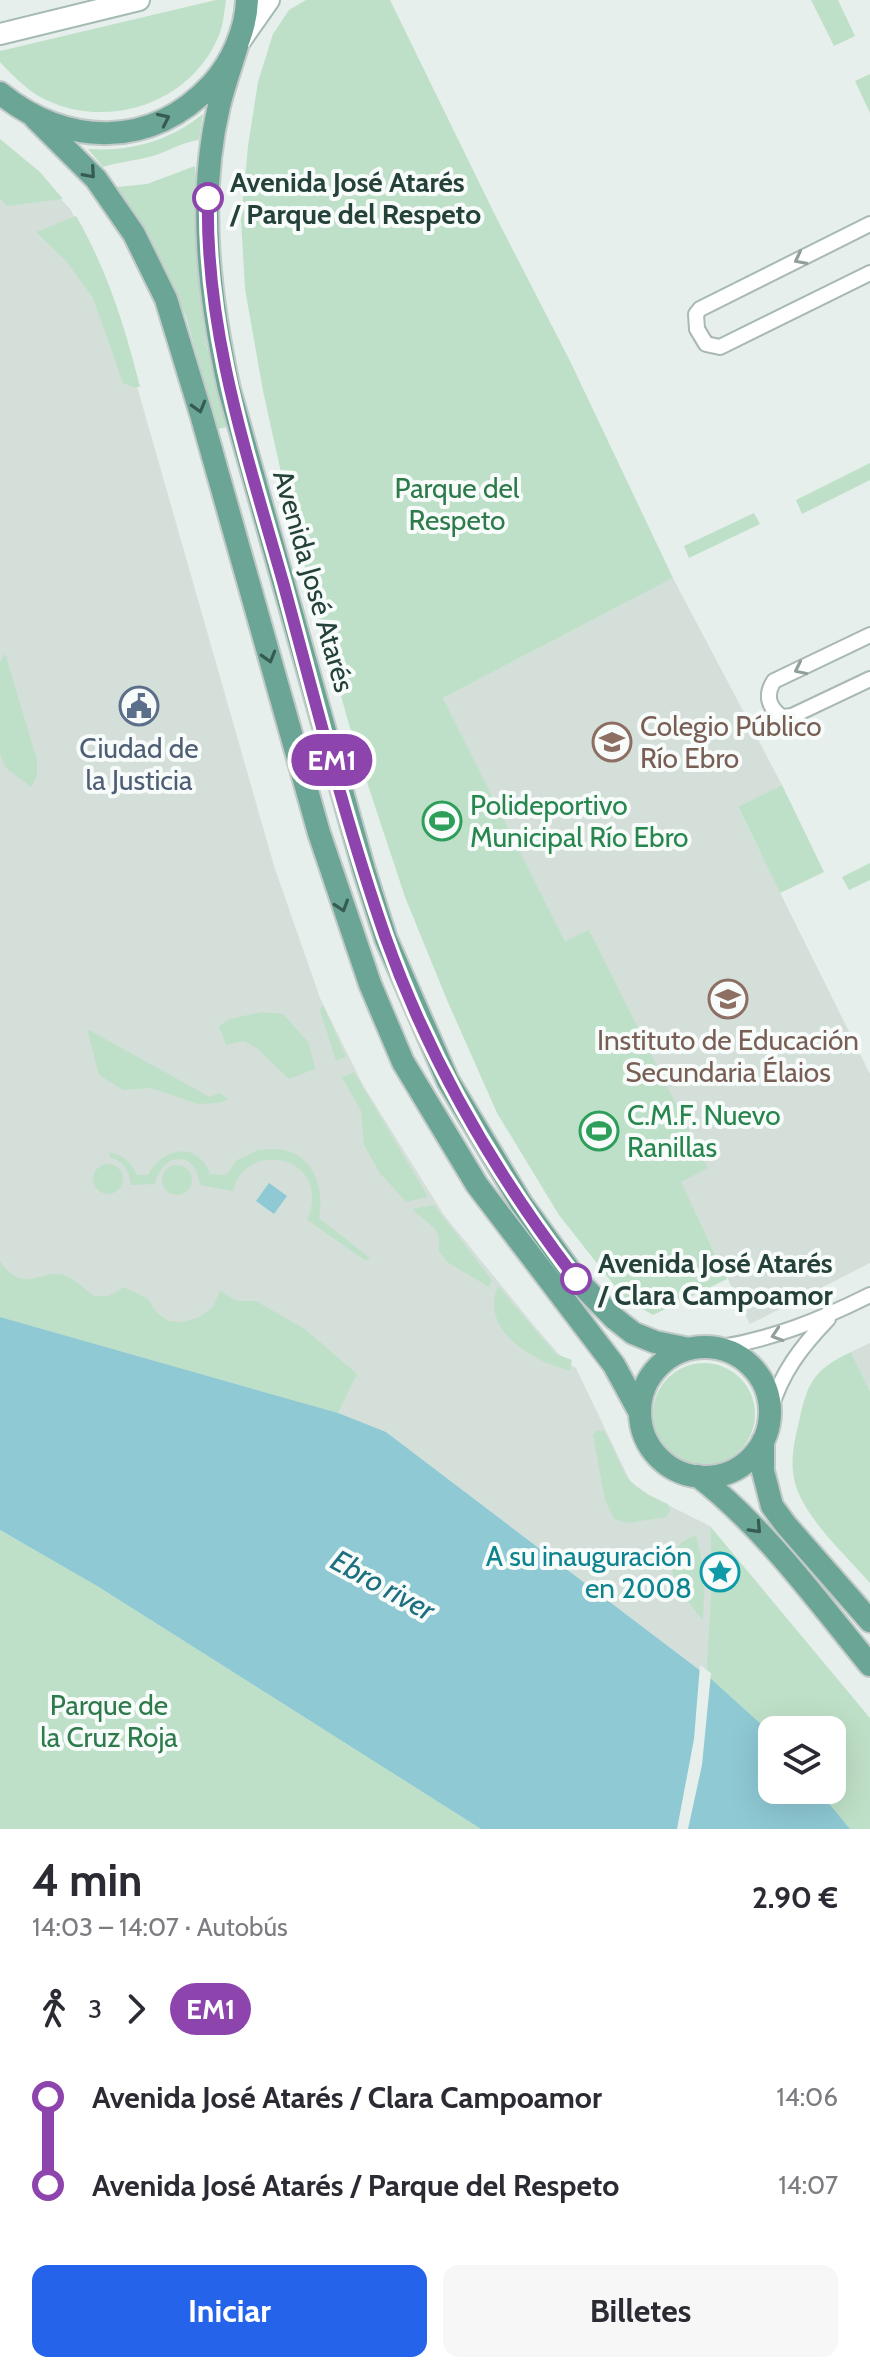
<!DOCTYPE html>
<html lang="es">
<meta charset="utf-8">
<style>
:root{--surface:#fff;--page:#f7f7f7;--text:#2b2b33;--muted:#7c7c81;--accent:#2563eb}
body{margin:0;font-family:Cabin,sans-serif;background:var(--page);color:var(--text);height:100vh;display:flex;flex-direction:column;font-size:30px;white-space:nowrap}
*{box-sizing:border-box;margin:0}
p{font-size:26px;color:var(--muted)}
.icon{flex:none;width:44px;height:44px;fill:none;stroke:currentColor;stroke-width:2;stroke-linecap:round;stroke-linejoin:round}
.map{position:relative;height:1829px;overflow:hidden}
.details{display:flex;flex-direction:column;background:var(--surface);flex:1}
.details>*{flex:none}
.badge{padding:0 16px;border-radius:26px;font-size:28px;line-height:52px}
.buttons{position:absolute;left:758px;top:1716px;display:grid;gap:16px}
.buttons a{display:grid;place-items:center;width:88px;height:88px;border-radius:16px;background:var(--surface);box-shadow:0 8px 32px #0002;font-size:40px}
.map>.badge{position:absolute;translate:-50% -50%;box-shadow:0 0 0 4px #fff}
.legs{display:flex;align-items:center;gap:12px;height:88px;padding:0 32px;font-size:26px}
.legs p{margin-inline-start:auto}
.overview{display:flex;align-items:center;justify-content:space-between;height:136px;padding:0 32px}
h1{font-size:44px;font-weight:800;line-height:60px}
.cta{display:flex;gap:16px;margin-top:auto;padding:16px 32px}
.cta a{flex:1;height:92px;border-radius:16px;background:var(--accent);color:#fff;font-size:32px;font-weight:800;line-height:92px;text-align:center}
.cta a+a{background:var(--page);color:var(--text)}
ul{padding:0 32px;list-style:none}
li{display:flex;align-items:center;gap:28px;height:88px;font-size:30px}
li i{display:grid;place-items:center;width:12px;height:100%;margin:0 10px;background:currentColor}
li i::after{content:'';width:20px;height:20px;margin:-10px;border:6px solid;border-radius:50%;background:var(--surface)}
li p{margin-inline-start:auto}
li:first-child i{background:linear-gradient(#0000 50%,currentColor 0)}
li:last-child i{background:linear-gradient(currentColor 50%,#0000 0)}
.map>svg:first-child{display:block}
.built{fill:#d4dfda}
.green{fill:#bfe0c8}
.water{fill:#8ec9d4}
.pier{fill:#e6efeb}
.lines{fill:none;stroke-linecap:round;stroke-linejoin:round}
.minor-casing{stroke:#a8b8b2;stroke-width:18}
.secondary-casing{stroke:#a4bbb3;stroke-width:24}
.primary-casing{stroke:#c2cac8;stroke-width:26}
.minor{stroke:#fff;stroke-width:14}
.secondary{stroke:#fff;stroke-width:20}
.primary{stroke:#6aa596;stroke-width:22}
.oneway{stroke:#365b51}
.oneway2{stroke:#92a09c}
.line-1-casing{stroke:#fff;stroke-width:18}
.line-1{stroke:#8e44ad;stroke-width:12}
.stop-1-dot{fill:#fff;stroke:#8e44ad;stroke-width:4}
.labels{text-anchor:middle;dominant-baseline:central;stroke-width:8;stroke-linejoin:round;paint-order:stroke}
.stop-label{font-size:28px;font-weight:bold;fill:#24423a;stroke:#f7fbf9;text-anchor:start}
.park-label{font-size:28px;fill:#2d7a4b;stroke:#f7fbf9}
.street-label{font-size:28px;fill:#24423a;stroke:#f7fbf9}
.education-label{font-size:28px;fill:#785e54;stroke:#f7fbf9;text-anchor:start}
.service-label{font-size:28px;fill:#4e5e75;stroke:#f7fbf9}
.leisure-label{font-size:28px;fill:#27864d;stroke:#f7fbf9;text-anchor:start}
.culture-label{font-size:28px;fill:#0d838f;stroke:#f7fbf9;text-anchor:end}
.water-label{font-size:30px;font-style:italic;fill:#1c6f80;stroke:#f7fbf9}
</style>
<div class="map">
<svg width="870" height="1829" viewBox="0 0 870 1829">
<rect width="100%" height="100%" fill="#e6efeb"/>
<!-- built -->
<path class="built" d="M 0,144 L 28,163 L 71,210 L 116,313 L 274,866 L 320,998 L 363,1085 L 444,1215 L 536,1328 L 565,1361 L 576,1368 L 630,1481 L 650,1496 L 710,1526 L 712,1574 L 706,1675 L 386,1432 L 0,1317 Z
M 673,578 L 782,785 L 738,808 L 870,1074 L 870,1263 L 750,1324 L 680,1182 L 590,931 L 565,941 L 443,698 Z
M 870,1343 L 870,1391 L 851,1352 Z"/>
<!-- green -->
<path class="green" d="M 216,0 L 226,0 C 224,14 223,29 216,42 C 185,106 104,130 42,98 C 27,90 11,74 0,62 L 0,51 Z
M 306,0 L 390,0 L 496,217 L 570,361 L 673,578 L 443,698 L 565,941 L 589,930 L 708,1168 L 681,1182 L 727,1279 L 653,1315 L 625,1299 L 559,1215 L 497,1113 L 447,1000 L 405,897 L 355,746 L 290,513 L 263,391 L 245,289 L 241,219 L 248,146 L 258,82 L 273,34 L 289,10 Z
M 811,0 L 838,0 L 855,36 L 834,46 Z
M 870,74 L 870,113 L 855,81 Z
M 203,114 L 199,140 C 181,142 166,153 149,157 C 134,161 118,162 103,167 L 88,149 C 131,152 169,141 203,114 Z
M 0,139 L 40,172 L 63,199 L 8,206 L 0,199 Z
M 195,166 L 203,318 L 207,347 L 228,427 L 217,429 L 186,317 L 146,229 L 117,187 L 147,184 Z
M 76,216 C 107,269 125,327 140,387 L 132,387 L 123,383 L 93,298 L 66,261 L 36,232 Z
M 870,463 L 870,480 L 802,514 L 796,500 Z
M 754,513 L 760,524 L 689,558 L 684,546 Z
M 5,653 L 37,760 L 37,775 L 31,787 L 6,768 L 0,754 L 0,663 Z
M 782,785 L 824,872 L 780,893 L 738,807 Z
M 870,863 L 870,880 L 849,890 L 842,877 Z
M 323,1005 L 346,1057 L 336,1061 L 320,1010 Z
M 262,1012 L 283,1014 L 309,1043 L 315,1069 L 289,1079 L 258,1049 L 244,1041 L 226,1045 L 219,1026 L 230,1019 Z
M 87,1029 L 210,1097 L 219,1093 L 229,1099 L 219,1103 L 198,1104 L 151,1088 L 123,1090 L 99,1075 Z
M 354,1072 L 428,1197 L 406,1202 L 379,1172 L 364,1145 L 361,1111 L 342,1077 Z
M 258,1150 C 266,1150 276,1148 284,1150 C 316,1157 324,1190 319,1218 L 370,1258 L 366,1261 L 307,1220 C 334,1158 247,1136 233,1191 L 200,1185 C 196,1150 163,1151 155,1184 L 131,1185 C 129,1169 125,1163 110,1157 L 109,1152 C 124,1156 130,1161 137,1175 L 148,1175 C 162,1147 198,1140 210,1174 L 226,1175 L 237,1160 Z
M93 1179a15 15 0 1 1 30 0a15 15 0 1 1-30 0Z
M162 1180a15 15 0 1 1 30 0a15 15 0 1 1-30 0Z
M 434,1205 L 492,1280 L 489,1287 L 447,1262 L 439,1251 L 439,1237 L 435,1229 L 412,1209 Z
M 0,1261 C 24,1296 39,1269 63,1275 C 76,1279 84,1289 94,1296 L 108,1296 L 124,1287 L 147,1298 L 156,1312 L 169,1321 L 181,1322 L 197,1318 L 212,1308 L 220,1291 L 237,1301 L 256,1301 L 305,1329 L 357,1374 L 338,1413 L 0,1317 Z
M 498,1286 L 556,1354 L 572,1360 L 570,1371 C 534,1362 479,1331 498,1286 Z
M 851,1352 L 870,1391 L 870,1583 C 845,1554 796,1511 793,1472 C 791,1453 796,1435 800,1417 C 808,1380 817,1368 851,1352 Z
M653 1414a51 51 0 1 1 102 0a51 51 0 1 1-102 0Z
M 596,1431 L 604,1431 C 628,1474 618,1482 668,1504 L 670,1511 L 666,1517 L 628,1523 L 614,1519 L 605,1500 L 593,1435 Z
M 710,1526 L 870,1718 L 870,1829 L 850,1829 L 818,1790 L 832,1790 L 832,1730 L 772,1730 L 772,1734 L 706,1675 L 712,1574 Z
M 0,1530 L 97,1586 L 481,1829 L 0,1829 Z
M 696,1535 L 705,1575 L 703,1620 C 681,1595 648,1553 696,1535 Z"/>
<!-- water -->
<path class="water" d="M 269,1183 L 287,1196 L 274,1214 L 256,1201 Z
M 0,1317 L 338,1413 L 386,1432 L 710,1678 L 772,1734 L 772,1790 L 818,1790 L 850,1829 L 481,1829 L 97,1586 L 0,1530 Z"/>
<!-- pier -->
<path class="pier" d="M 700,1665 L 711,1673 L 702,1765 L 688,1829 L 677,1829 L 694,1739 Z"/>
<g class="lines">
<defs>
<path id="minor" d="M 870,224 L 700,309 L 696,314 L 697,329 L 706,344 L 720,347 L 870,273
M 870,635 L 774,681 C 765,695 768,707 782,717 L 792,716 L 870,679
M 717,1348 C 773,1339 820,1320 870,1295
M 770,1411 C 781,1373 801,1347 828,1319"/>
<path id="secondary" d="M 0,34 L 139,0
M 241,40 L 269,0"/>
<path id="primary" d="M 237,46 C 231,66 224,86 219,106 C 197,198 209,297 229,389 L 364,870 L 386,939 L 448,1081 L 521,1203 L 576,1279 L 614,1318 L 633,1333 L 655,1342 L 689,1349
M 0,93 C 66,147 152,149 212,84 C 232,62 246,30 247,0
M 35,118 L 96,179 L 134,234 L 166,299 L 201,414 L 319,833 L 370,984 L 403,1062 L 477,1185 L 614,1365 L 639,1411
M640 1412a65 65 0 1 1 130 0a65 65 0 1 1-130 0Z
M 763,1441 L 763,1471 L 772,1506 L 786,1525 L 870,1621
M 698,1476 C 765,1528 816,1599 870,1665"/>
</defs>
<!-- minor casing -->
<use href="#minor" class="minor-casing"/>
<!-- secondary casing -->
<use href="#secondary" class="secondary-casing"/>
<!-- primary casing -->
<use href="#primary" class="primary-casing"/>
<!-- minor -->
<use href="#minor" class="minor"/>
<!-- secondary -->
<use href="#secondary" class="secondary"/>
<!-- primary -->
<use href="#primary" class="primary"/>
</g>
<!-- one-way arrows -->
<defs><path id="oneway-chevron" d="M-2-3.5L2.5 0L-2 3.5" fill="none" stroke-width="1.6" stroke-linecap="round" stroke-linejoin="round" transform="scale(2)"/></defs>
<g class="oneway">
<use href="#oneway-chevron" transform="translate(164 119) rotate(-25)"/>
<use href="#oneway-chevron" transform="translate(90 173) rotate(49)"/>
<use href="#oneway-chevron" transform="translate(199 407) rotate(74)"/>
<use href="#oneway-chevron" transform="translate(269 657) rotate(74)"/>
<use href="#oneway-chevron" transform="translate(342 906) rotate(72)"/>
<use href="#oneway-chevron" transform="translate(756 1528) rotate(47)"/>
</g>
<g class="oneway2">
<use href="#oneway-chevron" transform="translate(800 259) rotate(153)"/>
<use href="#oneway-chevron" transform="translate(800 669) rotate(154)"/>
<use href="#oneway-chevron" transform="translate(777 1335) rotate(162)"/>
</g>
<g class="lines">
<defs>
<path id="line-1" d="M 208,198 C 205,331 247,455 283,582 C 315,700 345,821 385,936 C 429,1060 496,1175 576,1279"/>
</defs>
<!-- line-1 casing -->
<use href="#line-1" class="line-1-casing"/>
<!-- line-1 -->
<use href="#line-1" class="line-1"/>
</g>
<!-- icons -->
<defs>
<symbol id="civic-ring" viewBox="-11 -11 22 22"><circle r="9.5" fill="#f7fbf9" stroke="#5c6f8a" stroke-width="1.5"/><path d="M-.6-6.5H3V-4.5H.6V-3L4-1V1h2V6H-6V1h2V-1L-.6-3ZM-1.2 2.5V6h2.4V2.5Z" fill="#5c6f8a"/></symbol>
<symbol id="school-ring" viewBox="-11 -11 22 22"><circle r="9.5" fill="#f7fbf9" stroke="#8d6e63" stroke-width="1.5"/><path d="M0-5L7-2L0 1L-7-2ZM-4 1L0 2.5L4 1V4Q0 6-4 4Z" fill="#8d6e63"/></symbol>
<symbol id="stadium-ring" viewBox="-11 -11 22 22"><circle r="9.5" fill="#f7fbf9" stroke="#2e9e5b" stroke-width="1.5"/><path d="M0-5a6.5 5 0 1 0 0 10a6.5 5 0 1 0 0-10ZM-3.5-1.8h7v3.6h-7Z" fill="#2e9e5b"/></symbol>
<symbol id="sight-ring" viewBox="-11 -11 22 22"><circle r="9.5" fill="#f7fbf9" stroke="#0f9aa8" stroke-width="1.5"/><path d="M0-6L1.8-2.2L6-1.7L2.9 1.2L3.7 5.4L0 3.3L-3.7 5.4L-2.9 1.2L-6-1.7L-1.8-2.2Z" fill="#0f9aa8"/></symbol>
</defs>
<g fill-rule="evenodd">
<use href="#civic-ring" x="117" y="684" width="44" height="44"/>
<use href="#school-ring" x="590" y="720" width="44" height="44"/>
<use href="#stadium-ring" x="420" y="799" width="44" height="44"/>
<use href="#school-ring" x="706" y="977" width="44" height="44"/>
<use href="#stadium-ring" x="577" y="1109" width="44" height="44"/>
<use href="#sight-ring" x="698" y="1550" width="44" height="44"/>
</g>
<!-- markers -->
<g class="stop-1-dot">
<circle cx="208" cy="198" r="14"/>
<circle cx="576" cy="1279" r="14"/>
</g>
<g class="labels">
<!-- stop labels -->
<g class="stop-label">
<text x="230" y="182">Avenida José Atarés<tspan x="230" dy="32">/ Parque del Respeto</tspan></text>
<text x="598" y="1263">Avenida José Atarés<tspan x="598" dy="32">/ Clara Campoamor</tspan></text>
</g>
<!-- park labels -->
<g class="park-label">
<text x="457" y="488">Parque del<tspan x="457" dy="32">Respeto</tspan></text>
<text x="109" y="1705">Parque de<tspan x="109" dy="32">la Cruz Roja</tspan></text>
</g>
<!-- street labels -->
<g class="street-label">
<text transform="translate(314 581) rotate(74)">Avenida José Atarés</text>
</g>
<!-- education labels -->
<g class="education-label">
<text x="640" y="726">Colegio Público<tspan x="640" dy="32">Río Ebro</tspan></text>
<text x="728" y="1040" text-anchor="middle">Instituto de Educación<tspan x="728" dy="32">Secundaria Élaios</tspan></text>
</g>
<!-- service labels -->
<g class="service-label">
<text x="139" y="748">Ciudad de<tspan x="139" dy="32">la Justicia</tspan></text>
</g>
<!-- leisure labels -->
<g class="leisure-label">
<text x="470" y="805">Polideportivo<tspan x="470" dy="32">Municipal Río Ebro</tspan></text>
<text x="627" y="1115">C.M.F. Nuevo<tspan x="627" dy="32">Ranillas</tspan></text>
</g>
<!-- culture labels -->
<g class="culture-label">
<text x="692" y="1556">A su inauguración<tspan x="692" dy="32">en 2008</tspan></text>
</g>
<!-- water labels -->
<g class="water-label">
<text transform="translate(383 1585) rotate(29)">Ebro river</text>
</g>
</g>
</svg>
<div class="buttons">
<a><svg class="icon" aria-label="layers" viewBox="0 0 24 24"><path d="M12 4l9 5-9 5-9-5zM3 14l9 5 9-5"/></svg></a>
</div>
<b class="badge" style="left:332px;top:760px;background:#8e44ad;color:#fff">EM1</b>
</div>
<section class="details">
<div class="overview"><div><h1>4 min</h1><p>14:03 – 14:07 · Autobús</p></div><b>2.90 €</b></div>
<div class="legs"><svg class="icon" aria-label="walk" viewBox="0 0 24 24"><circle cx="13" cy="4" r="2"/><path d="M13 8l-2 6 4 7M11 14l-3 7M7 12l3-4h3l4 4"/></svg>3<svg class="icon" aria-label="forward" viewBox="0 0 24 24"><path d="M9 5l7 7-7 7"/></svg><b class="badge" style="background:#8e44ad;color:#fff">EM1</b></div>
<ul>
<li><i style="color:#8e44ad"></i><b>Avenida José Atarés / Clara Campoamor</b><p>14:06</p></li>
<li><i style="color:#8e44ad"></i><b>Avenida José Atarés / Parque del Respeto</b><p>14:07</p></li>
</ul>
<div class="cta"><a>Iniciar</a><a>Billetes</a></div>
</section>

=== Exercise goal ===
Would you please show every line of the material above that includes the string "direction"?

=== Answer to this exercise ===
body{margin:0;font-family:Cabin,sans-serif;background:var(--page);color:var(--text);height:100vh;display:flex;flex-direction:column;font-size:30px;white-space:nowrap}
.details{display:flex;flex-direction:column;background:var(--surface);flex:1}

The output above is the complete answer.